ASSIGNMENT -> Across the following data, how many lines include the string "residential"? Reply with the number and nothing more.

GIVEN ENTRIES ->
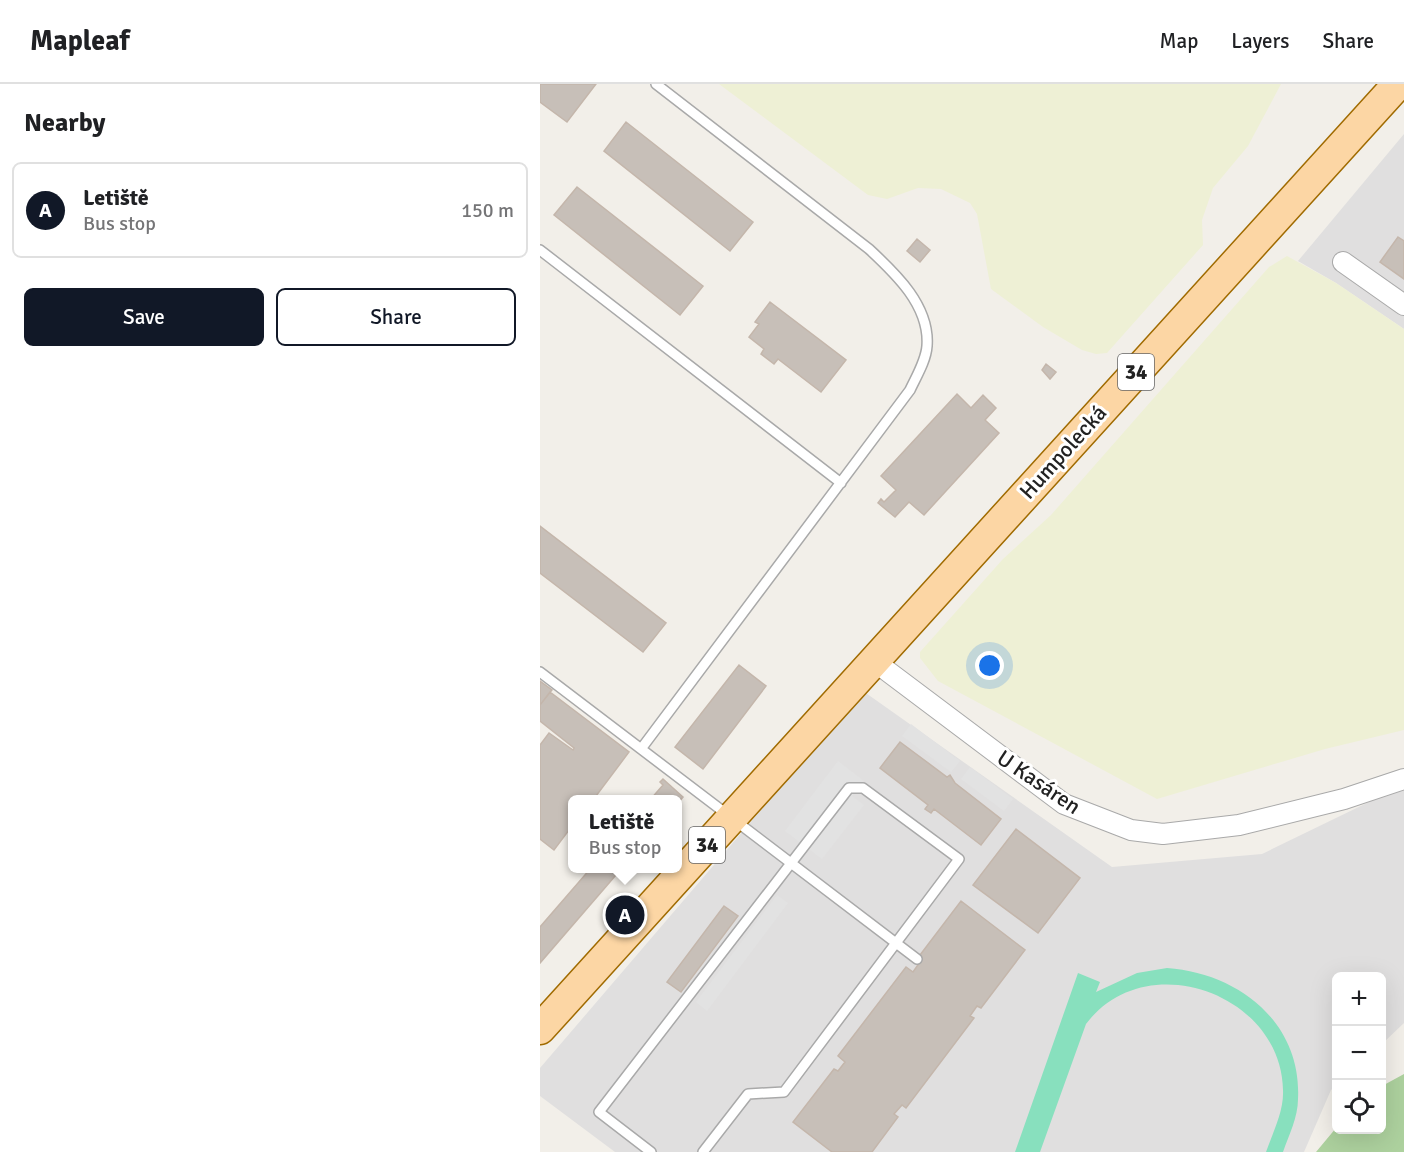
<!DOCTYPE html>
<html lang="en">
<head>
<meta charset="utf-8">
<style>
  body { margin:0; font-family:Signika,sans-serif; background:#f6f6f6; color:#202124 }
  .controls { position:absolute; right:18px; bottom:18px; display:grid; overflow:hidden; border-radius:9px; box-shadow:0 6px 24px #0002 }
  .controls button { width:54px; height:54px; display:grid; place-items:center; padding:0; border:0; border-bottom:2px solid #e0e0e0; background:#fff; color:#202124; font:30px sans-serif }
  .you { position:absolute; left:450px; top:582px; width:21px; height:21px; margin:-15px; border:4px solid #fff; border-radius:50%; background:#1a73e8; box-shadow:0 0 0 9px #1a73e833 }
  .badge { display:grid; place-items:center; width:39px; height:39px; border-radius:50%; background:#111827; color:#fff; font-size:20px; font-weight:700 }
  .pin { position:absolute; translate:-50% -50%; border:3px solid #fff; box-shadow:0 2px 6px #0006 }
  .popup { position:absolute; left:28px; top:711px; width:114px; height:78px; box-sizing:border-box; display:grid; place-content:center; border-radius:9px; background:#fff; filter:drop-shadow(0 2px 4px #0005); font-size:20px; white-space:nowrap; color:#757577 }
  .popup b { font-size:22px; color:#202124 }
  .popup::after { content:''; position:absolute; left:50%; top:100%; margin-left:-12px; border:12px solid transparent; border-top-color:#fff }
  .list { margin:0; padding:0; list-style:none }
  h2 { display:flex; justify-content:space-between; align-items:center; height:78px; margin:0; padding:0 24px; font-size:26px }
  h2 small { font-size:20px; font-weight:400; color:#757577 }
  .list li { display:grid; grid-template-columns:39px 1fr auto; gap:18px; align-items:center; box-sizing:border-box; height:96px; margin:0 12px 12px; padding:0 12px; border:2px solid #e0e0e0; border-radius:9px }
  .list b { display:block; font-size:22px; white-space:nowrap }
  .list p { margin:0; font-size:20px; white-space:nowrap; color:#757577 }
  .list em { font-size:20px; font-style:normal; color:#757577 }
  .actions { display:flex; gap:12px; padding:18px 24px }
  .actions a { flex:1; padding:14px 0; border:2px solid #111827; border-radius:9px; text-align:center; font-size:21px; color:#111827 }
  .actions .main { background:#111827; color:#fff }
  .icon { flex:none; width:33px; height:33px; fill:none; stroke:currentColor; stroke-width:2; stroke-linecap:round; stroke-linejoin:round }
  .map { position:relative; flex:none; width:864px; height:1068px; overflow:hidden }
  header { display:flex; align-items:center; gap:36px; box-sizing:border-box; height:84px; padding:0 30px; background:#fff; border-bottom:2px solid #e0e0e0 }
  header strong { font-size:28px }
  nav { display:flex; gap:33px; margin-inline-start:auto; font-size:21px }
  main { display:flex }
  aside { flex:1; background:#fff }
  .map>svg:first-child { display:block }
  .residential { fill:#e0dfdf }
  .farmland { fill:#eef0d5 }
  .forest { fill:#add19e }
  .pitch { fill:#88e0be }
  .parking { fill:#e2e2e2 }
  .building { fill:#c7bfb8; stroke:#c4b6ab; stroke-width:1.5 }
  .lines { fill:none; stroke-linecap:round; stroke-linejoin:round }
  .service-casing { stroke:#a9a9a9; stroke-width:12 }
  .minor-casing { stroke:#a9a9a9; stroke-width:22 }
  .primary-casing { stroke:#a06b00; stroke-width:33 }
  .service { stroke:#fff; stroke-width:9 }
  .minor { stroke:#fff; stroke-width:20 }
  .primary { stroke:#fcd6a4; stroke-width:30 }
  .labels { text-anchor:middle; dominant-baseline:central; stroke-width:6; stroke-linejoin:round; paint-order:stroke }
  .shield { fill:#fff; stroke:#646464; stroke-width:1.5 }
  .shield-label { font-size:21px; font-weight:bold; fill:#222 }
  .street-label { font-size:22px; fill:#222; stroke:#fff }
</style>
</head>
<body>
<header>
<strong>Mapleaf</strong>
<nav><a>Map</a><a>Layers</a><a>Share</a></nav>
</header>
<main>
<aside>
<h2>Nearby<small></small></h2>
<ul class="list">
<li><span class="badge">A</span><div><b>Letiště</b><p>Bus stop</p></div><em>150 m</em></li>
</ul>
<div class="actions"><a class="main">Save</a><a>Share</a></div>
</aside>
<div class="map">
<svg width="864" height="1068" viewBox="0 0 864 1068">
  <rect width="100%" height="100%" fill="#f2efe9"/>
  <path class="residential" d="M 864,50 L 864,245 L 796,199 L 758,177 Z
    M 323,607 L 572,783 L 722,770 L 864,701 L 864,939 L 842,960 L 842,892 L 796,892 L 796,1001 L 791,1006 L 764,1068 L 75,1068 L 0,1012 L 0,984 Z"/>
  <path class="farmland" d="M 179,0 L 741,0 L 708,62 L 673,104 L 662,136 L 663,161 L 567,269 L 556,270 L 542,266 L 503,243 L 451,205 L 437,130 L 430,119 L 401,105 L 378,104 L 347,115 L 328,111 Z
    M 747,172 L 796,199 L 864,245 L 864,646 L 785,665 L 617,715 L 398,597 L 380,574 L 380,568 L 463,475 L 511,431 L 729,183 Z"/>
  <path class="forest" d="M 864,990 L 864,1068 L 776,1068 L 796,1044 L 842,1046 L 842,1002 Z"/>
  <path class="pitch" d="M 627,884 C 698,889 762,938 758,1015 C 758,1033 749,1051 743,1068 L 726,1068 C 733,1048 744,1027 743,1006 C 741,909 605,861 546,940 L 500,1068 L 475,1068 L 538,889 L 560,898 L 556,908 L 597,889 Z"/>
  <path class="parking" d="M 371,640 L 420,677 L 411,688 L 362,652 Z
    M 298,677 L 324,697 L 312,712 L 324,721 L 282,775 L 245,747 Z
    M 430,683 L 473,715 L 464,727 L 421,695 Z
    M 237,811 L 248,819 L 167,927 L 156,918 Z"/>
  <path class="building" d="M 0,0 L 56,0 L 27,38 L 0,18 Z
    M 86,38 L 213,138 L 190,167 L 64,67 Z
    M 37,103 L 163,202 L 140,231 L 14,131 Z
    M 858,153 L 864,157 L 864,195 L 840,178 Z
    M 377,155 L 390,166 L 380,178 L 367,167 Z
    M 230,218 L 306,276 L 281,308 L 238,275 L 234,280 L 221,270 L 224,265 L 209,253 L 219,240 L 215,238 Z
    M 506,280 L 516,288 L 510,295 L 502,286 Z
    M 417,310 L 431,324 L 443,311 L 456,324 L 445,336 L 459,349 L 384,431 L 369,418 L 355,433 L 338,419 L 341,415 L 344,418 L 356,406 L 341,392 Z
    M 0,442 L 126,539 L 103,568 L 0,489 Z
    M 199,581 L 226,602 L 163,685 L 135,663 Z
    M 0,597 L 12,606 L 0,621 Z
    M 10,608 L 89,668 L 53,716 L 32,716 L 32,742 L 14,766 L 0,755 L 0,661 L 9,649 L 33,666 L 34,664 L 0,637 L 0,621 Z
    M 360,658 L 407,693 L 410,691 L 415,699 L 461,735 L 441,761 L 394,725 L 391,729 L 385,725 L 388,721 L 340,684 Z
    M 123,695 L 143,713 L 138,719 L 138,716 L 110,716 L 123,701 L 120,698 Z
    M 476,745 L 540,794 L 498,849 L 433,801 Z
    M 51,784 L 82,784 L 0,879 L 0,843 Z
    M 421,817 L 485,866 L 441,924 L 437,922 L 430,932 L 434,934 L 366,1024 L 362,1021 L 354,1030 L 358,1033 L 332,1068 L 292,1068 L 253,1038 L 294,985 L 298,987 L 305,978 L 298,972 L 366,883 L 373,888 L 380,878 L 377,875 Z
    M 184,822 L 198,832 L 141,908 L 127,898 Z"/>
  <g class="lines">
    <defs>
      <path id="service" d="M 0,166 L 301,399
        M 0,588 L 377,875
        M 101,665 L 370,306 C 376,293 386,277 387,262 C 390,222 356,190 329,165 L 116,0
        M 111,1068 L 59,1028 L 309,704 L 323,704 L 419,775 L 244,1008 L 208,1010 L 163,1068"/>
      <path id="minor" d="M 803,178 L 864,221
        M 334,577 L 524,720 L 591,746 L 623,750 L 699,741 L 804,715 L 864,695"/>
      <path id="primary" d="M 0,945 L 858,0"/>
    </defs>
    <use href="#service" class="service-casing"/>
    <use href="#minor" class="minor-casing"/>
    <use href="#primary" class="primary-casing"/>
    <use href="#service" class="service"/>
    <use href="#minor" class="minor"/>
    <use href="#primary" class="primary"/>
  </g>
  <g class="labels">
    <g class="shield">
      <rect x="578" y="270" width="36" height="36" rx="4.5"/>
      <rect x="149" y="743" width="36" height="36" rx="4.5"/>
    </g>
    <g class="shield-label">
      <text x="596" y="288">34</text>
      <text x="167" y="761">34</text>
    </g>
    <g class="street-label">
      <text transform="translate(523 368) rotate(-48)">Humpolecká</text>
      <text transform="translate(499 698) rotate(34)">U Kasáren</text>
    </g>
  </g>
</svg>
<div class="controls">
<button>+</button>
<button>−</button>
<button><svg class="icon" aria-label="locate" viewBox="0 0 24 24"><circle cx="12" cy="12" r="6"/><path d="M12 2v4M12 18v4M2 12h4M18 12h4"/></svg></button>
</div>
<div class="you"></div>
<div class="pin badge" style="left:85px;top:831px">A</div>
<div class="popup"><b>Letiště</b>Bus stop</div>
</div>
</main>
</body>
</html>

COMPLETED EXERCISE -> 2